Pretend you are a New York State judge: on one hand, the .38 caliber Smith & Wesson revolver that you carry to protect yourself from angry people wielding pickaxes has a broken firing pin and needs to be fixed. On the other hand, repairs can be costly, and hey, what are those plush judge's chambers for if you can't ease into your leather chair and perform some do-it-yourself gunsmithing? We can only speculate what Judge Vincent Sgueglia was thinking after he accidentally fired a round into the walls of the 140-year-old Owego courthouse, but it may have included, "Phew, good thing I'm a judge!"

The Times reports that Judge Sgueglia was censured yesterday by the State Commission on Judicial Conduct for the incident, which occurred in 2010 while court was in recess. Words With Friends apparently isn't enough to keep Judge Sgueglia stimulated on breaks, and presumably the new Firing Pin Repair app isn't either (it just doesn't feel the same as the real thing).

But perhaps most troubling is that the judge approved his own gun permit in 2005. “Any judge has to be disqualified from any case in which his or her impartiality might reasonably be questioned,” the commission's administrator said.

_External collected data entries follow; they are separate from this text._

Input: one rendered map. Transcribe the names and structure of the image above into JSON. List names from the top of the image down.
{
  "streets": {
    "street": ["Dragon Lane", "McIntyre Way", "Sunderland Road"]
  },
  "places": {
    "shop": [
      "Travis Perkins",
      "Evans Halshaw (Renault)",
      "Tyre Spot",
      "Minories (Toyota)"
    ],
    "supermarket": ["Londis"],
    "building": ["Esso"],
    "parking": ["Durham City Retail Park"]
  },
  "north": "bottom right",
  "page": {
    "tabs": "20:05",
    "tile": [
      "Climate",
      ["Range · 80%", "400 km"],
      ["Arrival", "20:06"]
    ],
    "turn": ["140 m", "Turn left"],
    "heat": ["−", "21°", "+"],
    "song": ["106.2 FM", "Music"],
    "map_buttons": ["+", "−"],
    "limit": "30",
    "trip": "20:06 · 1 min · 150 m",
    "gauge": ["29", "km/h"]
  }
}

Judge Sgueglia, who has presided as the only judge in Tioga County Court since 1993, will likely not face any additional penalties, as he recently reached the mandatory retirement age of 70. Judge Sgueglia began carrying the gun after several threats were made against his life, and kept the gun in his desk drawer.

The ordeal makes us think of something Arizona's Republican Governor, Jan Brewer, recently told New York Times Magazine, defending a law she signed that allows gun owners with concealed-carry permits to pack heat in bars: "Ninety-nine point nine percent of the people that are gun owners are very responsible." Indeed, they're usually sober as a judge.